The issue also includes a small piece on actress Chloe Sevigny, but not about her day job. Instead, Paper asks about her new clothing line for avant-garde New York boutique Opening Ceremony. Hint: This is not "Jaclyn Smith for Kmart." There's also a lengthy Q&A with director Gus Van Sant that gets awfully deep into the tension he feels between realism and production design. Naturally, this kind of grad-student journalism isn't everyone's cup of tea, but for those who crave it, Paper does it remarkably well.
And no review of Paper should neglect to mention its appearance. The photography throughout is beautiful and, dare I say, honest. Think American Apparel ads without the smut. Subjects are photographed in natural, vibrant settings, and a minimum of gloss is applied. Those new to Paper may be shocked to learn that some celebrities have physical imperfections, but the look gels nicely with the magazine's mission of going beyond the fluff.
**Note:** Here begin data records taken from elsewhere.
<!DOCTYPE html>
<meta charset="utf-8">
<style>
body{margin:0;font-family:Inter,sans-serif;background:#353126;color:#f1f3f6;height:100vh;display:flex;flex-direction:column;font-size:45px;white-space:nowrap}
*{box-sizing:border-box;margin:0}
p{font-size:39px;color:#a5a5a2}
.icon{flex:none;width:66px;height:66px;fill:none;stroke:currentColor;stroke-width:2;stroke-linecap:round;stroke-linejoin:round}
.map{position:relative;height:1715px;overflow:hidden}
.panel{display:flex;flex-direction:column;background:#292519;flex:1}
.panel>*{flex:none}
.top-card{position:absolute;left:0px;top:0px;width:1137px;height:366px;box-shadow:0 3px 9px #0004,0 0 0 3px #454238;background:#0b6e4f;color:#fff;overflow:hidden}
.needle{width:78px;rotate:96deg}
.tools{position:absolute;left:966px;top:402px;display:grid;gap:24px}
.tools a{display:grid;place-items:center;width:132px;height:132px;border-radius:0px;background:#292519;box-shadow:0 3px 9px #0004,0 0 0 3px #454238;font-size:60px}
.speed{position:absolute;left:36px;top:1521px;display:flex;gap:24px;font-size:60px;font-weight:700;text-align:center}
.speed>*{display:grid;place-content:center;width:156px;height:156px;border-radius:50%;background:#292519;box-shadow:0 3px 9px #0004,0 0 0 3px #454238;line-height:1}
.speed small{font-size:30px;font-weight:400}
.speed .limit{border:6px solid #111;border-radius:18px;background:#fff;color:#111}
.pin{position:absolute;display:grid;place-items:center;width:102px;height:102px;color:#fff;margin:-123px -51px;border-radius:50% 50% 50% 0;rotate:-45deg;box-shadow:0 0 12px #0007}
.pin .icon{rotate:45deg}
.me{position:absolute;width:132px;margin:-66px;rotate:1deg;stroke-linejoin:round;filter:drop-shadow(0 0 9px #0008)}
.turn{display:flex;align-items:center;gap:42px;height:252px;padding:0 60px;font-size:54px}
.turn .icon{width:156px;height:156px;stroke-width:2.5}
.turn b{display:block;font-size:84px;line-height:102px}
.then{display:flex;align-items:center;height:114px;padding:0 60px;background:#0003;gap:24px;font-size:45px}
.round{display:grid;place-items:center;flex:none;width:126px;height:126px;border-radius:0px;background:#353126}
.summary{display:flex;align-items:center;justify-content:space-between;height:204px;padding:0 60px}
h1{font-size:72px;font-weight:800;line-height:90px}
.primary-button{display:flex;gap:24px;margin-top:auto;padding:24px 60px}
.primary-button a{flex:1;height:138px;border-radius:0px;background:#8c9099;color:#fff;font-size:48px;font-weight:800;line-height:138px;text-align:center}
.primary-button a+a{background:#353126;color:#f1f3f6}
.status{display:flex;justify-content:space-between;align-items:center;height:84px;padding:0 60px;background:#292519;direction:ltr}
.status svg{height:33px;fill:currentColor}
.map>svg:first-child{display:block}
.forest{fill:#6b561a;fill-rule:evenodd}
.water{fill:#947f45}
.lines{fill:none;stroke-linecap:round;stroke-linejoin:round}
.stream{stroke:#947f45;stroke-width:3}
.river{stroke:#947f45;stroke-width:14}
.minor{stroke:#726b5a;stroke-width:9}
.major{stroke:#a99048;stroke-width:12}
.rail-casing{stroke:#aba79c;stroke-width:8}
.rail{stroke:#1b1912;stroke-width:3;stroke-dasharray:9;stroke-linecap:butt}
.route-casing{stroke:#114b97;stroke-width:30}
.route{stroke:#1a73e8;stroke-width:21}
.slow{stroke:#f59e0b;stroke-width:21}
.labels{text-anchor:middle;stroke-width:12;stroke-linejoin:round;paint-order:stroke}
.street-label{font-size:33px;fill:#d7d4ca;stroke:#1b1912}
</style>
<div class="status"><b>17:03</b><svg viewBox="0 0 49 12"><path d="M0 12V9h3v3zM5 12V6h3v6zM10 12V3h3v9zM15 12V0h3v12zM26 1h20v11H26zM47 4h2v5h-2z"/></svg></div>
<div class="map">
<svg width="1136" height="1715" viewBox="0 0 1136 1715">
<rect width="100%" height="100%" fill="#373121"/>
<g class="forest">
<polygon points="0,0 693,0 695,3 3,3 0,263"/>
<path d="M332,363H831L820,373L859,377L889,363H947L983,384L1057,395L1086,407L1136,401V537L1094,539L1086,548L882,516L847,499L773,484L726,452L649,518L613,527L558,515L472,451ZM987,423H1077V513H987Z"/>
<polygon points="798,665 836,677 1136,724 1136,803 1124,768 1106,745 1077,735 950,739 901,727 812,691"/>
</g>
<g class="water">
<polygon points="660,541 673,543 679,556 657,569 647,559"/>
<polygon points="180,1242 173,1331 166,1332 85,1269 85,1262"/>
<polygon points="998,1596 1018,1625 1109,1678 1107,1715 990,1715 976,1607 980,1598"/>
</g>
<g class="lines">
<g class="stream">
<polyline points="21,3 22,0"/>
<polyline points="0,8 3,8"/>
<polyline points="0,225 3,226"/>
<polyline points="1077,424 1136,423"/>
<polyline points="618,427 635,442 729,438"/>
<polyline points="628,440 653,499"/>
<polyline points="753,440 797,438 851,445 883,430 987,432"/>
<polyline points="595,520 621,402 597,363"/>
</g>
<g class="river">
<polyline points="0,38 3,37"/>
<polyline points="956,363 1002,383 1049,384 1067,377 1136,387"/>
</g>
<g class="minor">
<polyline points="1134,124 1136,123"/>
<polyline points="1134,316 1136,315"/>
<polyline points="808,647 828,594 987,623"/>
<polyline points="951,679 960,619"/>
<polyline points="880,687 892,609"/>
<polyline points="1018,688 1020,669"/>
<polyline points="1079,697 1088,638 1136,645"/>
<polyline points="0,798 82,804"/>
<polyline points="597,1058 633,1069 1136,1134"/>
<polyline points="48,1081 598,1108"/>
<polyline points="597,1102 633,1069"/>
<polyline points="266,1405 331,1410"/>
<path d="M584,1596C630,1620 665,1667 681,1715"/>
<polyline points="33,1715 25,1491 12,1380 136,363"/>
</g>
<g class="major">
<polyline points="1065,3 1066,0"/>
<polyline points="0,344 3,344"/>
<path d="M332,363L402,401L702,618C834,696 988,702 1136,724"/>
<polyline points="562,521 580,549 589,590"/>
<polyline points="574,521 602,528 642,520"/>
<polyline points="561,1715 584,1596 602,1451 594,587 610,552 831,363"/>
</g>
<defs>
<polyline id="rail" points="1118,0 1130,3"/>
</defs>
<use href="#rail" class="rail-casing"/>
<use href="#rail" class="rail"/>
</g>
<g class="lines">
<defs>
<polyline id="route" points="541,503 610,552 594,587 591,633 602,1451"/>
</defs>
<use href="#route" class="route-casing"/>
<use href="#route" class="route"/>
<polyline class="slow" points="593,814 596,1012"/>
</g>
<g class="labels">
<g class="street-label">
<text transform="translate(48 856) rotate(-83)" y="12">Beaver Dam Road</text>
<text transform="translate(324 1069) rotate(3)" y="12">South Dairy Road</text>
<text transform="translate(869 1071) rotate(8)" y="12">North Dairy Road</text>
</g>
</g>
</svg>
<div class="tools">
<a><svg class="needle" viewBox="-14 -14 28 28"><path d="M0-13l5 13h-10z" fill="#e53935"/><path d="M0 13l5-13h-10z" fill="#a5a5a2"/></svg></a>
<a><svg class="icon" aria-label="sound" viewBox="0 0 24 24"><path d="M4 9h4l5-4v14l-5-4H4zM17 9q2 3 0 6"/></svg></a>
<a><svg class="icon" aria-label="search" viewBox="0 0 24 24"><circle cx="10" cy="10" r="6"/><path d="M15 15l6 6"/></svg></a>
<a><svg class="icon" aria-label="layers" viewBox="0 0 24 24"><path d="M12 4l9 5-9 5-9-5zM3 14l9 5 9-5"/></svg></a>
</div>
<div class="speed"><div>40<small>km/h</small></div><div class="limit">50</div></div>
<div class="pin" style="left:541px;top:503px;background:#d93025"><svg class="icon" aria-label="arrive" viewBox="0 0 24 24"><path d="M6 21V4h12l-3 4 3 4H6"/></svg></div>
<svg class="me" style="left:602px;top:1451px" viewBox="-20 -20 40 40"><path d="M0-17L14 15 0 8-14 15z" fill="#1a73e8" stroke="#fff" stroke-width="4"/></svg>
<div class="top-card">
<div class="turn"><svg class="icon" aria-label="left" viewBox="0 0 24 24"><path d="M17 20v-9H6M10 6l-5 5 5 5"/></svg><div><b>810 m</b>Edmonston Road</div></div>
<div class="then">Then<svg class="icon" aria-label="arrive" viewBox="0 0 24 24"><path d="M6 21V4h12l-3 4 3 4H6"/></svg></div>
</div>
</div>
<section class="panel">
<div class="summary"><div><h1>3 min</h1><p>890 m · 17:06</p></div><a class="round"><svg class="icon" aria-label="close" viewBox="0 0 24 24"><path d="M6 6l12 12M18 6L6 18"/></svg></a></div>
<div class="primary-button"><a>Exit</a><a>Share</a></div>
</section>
What can be frustrating about Paper is its ambition. It seeks to cover everything from film to fashion to photography to celebrities to music, all in equal doses. And in the middle of it all is quite a bit of coverage of New York nightlife. None of the other subjects are particularly Gotham-centric, yet Paper devotes a number of pages to Time Out New York-style listings and reviews. That's just one reason readers may be a little confused as to what Paper really is.
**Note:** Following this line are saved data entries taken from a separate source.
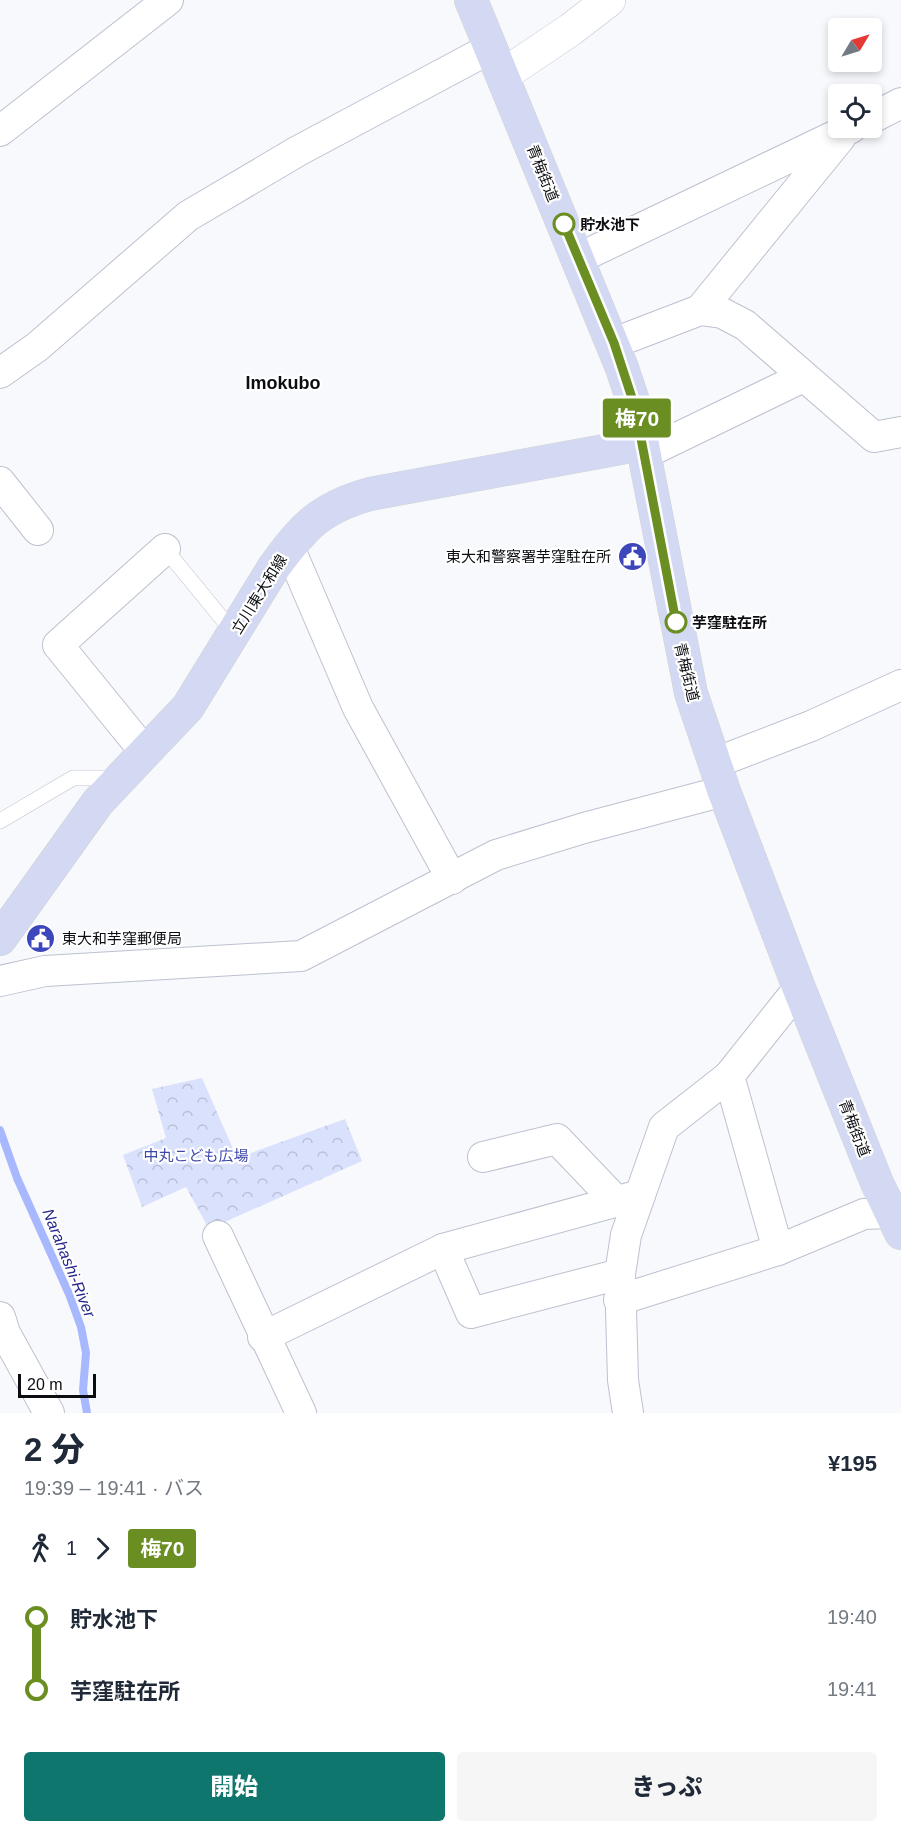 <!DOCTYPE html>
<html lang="ja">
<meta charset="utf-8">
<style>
body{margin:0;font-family:Helvetica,"Noto Sans JP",sans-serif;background:#f6f6f7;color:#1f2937;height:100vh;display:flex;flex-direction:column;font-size:22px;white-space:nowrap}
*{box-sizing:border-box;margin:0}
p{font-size:20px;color:#747a83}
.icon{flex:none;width:33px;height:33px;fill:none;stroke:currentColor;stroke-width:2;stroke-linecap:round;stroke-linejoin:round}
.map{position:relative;height:1413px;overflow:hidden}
.side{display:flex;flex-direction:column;background:#fff;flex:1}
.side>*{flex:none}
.badge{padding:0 12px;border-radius:4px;font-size:21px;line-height:39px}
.needle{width:39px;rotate:52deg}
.buttons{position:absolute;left:828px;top:18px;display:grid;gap:12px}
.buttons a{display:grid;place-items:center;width:54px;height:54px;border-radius:6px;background:#fff;box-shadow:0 3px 9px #0003;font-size:30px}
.scale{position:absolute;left:18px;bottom:15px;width:78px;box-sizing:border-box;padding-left:6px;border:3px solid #0b0d11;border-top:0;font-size:16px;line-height:21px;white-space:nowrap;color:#0b0d11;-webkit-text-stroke:4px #fff;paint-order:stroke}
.map>.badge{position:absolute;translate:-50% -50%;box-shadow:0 0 0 3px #fff}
.legs{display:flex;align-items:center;gap:9px;height:66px;padding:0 24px;font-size:20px}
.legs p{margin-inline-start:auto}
.head{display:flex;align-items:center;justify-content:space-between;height:102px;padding:0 24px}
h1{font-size:33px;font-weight:800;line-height:45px}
.cta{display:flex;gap:12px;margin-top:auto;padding:12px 24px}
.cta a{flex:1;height:69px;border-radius:6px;background:#0f766e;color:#fff;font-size:24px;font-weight:800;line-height:69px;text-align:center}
.cta a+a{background:#f6f6f7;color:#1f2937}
ul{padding:0 24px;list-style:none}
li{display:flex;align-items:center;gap:21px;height:72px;font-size:22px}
li i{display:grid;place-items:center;width:9px;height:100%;margin:0 8px;background:currentColor}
li i::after{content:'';width:15px;height:15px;margin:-8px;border:4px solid;border-radius:50%;background:#fff}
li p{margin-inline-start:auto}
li:first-child i{background:linear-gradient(#0000 50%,currentColor 0)}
li:last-child i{background:linear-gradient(currentColor 50%,#0000 0)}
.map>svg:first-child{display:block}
</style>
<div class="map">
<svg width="901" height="1413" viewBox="0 0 901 1413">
<defs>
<pattern id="park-crowns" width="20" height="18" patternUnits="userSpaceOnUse" patternTransform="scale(1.5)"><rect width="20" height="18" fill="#dae1fc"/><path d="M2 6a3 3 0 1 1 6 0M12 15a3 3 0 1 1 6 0" fill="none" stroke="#bac0d7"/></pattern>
</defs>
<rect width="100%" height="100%" fill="#f8f9fc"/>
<path fill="url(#park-crowns)" d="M202,1078L237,1158L345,1119L362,1161L209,1229L186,1187L142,1207L123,1155L166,1138L152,1089Z"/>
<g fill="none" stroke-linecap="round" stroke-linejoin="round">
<path stroke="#a7b8fe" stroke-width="8" d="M0,1130L17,1178L69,1294L81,1327L86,1353L83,1390L87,1413"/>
<defs>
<g id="service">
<path d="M165,549L234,633"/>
<path d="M0,821L73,778H119"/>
</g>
<g id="minor">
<path d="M872,118L901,103"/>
<path d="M0,131L168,0"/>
<path d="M579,258L851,128"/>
<path d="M700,310L840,138"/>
<path d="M614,343L700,310L722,313L745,325L874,437L901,432"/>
<path d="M0,373L37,347L188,216L298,151L491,48"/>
<path d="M644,454L803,377"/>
<path d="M0,482L38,530"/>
<path d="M289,547L358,708L452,879"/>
<path d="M145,752L58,645L165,549"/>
<path d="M715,763L811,726L901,685"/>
<path d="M0,981L45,971L301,956L496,855L584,828L724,791"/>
<path d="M729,1076L778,1250"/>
<path d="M483,1157L557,1139L617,1202"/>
<path d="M218,1236L301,1413"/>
<path d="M443,1249L471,1313L620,1274"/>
<path d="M619,1300L778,1250L864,1214L891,1213"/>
<path d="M0,1317L5,1333L49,1413"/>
<path d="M263,1337L443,1249L640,1195"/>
<path d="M628,1413L623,1380L620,1274L626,1235L664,1127L729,1076L799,988"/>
</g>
<path id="tertiary" d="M503,75L570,30L609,0"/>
<g id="primary">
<path d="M471,0L622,368L635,407L691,693L724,791L799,988L877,1183L901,1233"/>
<path d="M0,939L98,802L188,707L274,567C304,526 320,508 370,494L642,444"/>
</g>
</defs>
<use href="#service" stroke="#bdc1d0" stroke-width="16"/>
<use href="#minor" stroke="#bdc1d0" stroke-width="32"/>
<use href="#tertiary" stroke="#bdc1d0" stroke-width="34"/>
<use href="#primary" stroke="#d3d3d4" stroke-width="34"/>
<use href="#service" stroke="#fff" stroke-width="15"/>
<use href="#minor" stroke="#fff" stroke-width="30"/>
<use href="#tertiary" stroke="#fff" stroke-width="33"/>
<use href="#primary" stroke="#d3d9f3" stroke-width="33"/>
</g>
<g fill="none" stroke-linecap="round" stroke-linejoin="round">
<defs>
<path id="line-1" d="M564,224L614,343L635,407L676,622"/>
</defs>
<use href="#line-1" stroke="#fff" stroke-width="14"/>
<use href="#line-1" stroke="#6b8e23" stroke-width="9"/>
</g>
<defs>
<symbol id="civic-disc" viewBox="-11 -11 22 22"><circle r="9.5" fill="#3d46ba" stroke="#fff"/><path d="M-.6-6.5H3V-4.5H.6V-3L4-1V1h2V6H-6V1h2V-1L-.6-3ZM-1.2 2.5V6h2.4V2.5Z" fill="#fff"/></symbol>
</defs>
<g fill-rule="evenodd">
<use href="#civic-disc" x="616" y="540" width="33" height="33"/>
<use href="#civic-disc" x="24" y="922" width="33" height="33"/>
</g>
<g fill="#fff" stroke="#6b8e23" stroke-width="3">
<circle cx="564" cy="224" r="10"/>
<circle cx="676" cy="622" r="10"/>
</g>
<g text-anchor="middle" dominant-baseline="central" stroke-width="4.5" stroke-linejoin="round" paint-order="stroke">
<g font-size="15" fill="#0b0d11" stroke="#fff">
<text transform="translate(543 173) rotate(68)">青梅街道</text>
<text transform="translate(259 594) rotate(-58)">立川東大和線</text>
<text transform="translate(687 672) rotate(76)">青梅街道</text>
<text transform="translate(855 1128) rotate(69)">青梅街道</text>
</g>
<g font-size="15" font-weight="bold" fill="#0b0d11" stroke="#fff" text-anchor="start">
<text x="580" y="224">貯水池下</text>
<text x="692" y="622">芋窪駐在所</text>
</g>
<g font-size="15" fill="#0b0d11" stroke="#fff" text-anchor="end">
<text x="611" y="556">東大和警察署芋窪駐在所</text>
<text x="62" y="938" text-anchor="start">東大和芋窪郵便局</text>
</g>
<g font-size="15" fill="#3d48ab" stroke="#fff">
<text x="196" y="1155">中丸こども広場</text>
</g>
<g font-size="16" font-style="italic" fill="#26288a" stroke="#fff">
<text transform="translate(69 1263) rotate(68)">Narahashi-River</text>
</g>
<g font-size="18" font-weight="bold" fill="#0b0d11" stroke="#fff">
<text x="283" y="383">Imokubo</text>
</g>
</g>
</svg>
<div class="buttons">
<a><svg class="needle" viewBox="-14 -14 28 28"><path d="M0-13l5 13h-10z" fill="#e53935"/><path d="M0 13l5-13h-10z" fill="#747a83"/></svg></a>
<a><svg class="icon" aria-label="locate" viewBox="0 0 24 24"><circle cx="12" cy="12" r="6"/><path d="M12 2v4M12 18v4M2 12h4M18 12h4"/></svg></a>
</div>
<div class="scale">20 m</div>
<b class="badge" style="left:637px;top:418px;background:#6b8e23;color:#fff">梅70</b>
</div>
<section class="side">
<div class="head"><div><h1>2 分</h1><p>19:39 – 19:41 · バス</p></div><b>¥195</b></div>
<div class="legs"><svg class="icon" aria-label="walk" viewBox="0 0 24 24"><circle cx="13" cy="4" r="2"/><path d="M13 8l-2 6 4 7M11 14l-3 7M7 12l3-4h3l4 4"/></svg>1<svg class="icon" aria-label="forward" viewBox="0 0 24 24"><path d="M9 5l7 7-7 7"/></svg><b class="badge" style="background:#6b8e23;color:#fff">梅70</b></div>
<ul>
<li><i style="color:#6b8e23"></i><b>貯水池下</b><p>19:40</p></li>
<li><i style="color:#6b8e23"></i><b>芋窪駐在所</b><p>19:41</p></li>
</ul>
<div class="cta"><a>開始</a><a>きっぷ</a></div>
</section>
But there's a greater cause for confusion here. When I first began reading Paper about a year ago, I could tell it was some kind of art or culture magazine, and an extremely hip one at that -- but what was with the name? At first it made me think Paper was a photography magazine, and its artsy look bore that out. But it didn't take long to realize I was wrong. Paper is also not about literature, forest conservation or the EZWider corporation. So what gives?
Hence the phone call to Paper's Manhattan offices. I didn't really want to bother, say, the editor in chief with my query, so I had the following conversation with the receptionist:
Me: "Hi, I write magazine reviews, and I was wondering, why is your magazine called Paper?"
Receptionist: "I have no idea. I'm just the [irritated] receptionist."
My new friend then gave me the e-mail address of a marketing person named Emily, who eventually told me she wanted to run my question by the pub's "editor/founder/publisher." Which means that in one day I managed to annoy both the most and least important people at Paper! Perhaps this is why critics don't contact their subjects.
Of course, it also means that even people who work at Paper don't know why it's called that. Does that strike anyone else as odd? And perhaps even a bad idea?
Incidentally, I never did get an answer. If I eventually do, I'll post it as a comment for this review. In the meantime, I welcome your guesses. As always, irresponsible speculation is encouraged.